Re: BUG #17619: AllocSizeIsValid violation in parallel hash join

Поиск
Список
Период
Сортировка
От Dmitry Astapov
Тема Re: BUG #17619: AllocSizeIsValid violation in parallel hash join
Дата
Msg-id CAFQUnFiiPUOWihzjH7gevyaGGnX3tskr_3YFtNhv-AzpzY-jrg@mail.gmail.com
обсуждение исходный текст
Ответ на Re: BUG #17619: AllocSizeIsValid violation in parallel hash join  (Thomas Munro <thomas.munro@gmail.com>)
Ответы Re: BUG #17619: AllocSizeIsValid violation in parallel hash join  (Dmitry Astapov <dastapov@gmail.com>)
Список pgsql-bugs


On Thu, Sep 22, 2022 at 9:44 AM Thomas Munro <thomas.munro@gmail.com> wrote:
On Thu, Sep 22, 2022 at 7:46 PM PG Bug reporting form
<noreply@postgresql.org> wrote:
> (gdb) p size
> $2 = 1702125924

Thanks for the detailed report.  Hmm.  That size, on a little-endian
system, is equivalent to the byte sequence "date\0\0\0\0", which looks
pretty suspiciously like the inside of a tuple, and not its size.  We
must have got out of sync somehow.

Great catch! I added some debugging output to the BufFileRead and sts_read_tuple and it looks to me that the sequence of events immediately before the problem happens is like this:

  1. sts_read_tuple is called multiple times to read from a particular file, and a bunch of tuples are read this way
  2. sts_read_tuple is called once more. In my experiments, I always had read_ntuples_available - 2 == read_ntuples at this point, but maybe this is just a coincidence.
    1.  inside this sts_read_tuple_call, BufFileRead is called to read metadata, and succeeds (and this chunk of the file looks -- to my naive eye -- exactly like any other tuple start)
    2. Second BufFileRead call happens to get the size, and reads the correct size (I see what's in the file, I could find corresponding values in the database tables, and it all lines up). 
    3. Third BufFileRead happens to read the actual tuple. So far so good, and sts_read_tuple finishes.
  3. At this point, the position in the file (buf_file -> currOffset + post) points right after the last tuple read, but what's there does not look like the start of the next tuple to me.
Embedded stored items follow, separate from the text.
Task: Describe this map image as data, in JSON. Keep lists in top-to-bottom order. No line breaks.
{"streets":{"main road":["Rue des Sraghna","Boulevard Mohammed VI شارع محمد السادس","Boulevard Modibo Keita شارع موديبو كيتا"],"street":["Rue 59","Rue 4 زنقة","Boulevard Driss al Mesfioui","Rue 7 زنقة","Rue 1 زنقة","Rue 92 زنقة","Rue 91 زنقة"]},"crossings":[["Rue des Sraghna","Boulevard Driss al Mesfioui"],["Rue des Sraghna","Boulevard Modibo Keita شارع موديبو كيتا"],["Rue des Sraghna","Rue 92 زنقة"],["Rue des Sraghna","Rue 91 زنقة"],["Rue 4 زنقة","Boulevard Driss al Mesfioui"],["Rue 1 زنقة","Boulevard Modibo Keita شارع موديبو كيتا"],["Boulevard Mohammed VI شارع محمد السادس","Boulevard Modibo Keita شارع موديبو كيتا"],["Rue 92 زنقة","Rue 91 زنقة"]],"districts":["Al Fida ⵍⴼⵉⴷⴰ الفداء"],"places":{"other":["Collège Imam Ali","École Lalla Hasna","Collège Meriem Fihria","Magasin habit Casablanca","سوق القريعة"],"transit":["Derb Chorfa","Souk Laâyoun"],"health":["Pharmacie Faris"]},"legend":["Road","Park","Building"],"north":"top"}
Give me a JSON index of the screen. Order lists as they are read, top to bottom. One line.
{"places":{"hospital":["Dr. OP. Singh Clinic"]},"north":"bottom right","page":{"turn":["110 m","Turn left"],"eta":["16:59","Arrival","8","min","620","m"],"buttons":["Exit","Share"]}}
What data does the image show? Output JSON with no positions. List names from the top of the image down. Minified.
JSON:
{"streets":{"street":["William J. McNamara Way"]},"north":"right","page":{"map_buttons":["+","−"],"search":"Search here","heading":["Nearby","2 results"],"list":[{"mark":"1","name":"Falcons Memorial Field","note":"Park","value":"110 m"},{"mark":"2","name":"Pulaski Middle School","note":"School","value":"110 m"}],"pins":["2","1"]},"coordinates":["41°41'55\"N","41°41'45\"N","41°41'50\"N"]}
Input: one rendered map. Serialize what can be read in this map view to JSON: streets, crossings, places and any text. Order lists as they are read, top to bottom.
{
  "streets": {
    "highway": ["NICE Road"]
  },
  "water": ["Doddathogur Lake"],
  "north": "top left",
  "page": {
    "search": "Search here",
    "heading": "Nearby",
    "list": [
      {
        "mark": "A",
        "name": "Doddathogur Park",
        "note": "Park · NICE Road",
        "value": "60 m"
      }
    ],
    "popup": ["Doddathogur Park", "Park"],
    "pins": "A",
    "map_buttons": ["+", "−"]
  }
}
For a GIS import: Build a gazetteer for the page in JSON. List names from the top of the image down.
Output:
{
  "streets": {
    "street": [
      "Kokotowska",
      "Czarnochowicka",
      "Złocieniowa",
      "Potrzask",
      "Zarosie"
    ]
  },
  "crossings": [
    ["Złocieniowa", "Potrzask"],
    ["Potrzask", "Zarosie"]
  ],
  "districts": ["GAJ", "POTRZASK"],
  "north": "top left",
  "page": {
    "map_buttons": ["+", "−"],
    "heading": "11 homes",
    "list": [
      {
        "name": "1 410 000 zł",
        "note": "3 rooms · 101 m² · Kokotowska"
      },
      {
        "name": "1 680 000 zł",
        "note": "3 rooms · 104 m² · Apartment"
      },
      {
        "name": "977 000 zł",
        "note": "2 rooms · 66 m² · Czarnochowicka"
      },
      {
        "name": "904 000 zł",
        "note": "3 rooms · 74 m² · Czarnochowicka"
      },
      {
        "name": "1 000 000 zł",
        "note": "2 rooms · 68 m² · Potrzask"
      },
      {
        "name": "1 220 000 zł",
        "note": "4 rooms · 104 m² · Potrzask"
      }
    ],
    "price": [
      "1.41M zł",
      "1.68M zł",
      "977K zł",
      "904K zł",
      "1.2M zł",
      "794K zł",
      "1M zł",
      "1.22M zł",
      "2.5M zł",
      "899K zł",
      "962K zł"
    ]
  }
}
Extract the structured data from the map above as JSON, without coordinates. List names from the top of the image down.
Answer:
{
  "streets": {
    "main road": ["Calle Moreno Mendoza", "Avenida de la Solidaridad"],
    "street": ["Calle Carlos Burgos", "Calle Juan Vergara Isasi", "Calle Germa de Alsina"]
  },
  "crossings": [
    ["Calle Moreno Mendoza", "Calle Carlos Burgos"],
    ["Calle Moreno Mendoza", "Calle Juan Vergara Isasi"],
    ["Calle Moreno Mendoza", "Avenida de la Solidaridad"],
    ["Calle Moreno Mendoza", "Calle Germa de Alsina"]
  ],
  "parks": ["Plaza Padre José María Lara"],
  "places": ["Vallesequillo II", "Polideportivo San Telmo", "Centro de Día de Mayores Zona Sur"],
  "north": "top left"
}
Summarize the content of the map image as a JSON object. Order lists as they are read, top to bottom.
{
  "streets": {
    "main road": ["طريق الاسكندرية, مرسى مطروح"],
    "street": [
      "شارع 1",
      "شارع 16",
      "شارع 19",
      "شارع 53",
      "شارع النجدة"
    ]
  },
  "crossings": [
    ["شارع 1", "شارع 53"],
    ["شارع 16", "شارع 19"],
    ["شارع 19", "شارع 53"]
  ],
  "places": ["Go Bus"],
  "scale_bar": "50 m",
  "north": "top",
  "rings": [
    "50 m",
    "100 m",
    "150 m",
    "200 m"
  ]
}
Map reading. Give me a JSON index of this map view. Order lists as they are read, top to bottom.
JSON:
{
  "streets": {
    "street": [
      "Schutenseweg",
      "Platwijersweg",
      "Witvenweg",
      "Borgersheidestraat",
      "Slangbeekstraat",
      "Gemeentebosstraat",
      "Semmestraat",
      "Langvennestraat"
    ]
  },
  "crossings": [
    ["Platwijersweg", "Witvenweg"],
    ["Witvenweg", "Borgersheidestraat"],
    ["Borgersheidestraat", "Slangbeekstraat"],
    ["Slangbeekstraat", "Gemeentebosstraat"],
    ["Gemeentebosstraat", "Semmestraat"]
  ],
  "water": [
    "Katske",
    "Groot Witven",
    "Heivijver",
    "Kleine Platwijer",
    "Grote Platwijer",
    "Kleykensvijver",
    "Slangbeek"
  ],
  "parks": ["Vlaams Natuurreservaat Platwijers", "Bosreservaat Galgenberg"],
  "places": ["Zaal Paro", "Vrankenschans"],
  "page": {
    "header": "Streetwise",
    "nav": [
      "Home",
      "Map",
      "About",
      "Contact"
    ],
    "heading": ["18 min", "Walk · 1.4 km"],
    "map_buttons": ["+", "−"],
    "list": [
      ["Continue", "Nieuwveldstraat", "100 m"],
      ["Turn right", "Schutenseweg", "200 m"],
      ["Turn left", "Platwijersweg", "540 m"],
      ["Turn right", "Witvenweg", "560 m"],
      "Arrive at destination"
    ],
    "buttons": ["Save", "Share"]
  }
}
It seems like there was another, longer tuple written there before (with quite long rhs.payload value) and somehow the tuple that was just read was written over it, so we have "<tuple read on step 2 above><current read position here><what looks like leftovers from another tuple><a bunch of zeroes><new tuple start>"
  4. So another sts_read_tuple call happens, and it reads 4 bytes of this garbage as metadata, and the next 4 bytes as length, and this is when everything derails...
I also double-checked at the logs of the (test) database where this issue was first spotted (and where a lot of queries similar to the one I am using to trigger this issue are happening) and found out that along with "invalid memory alloc request size" we also got a couple of occasions of "Unexpected chunk in shared tuplestore temporary file. Expected overflow chunk", which looks like another error that could be potentially explained by BufFileRead's inside sts_read_tuple reading "garbage".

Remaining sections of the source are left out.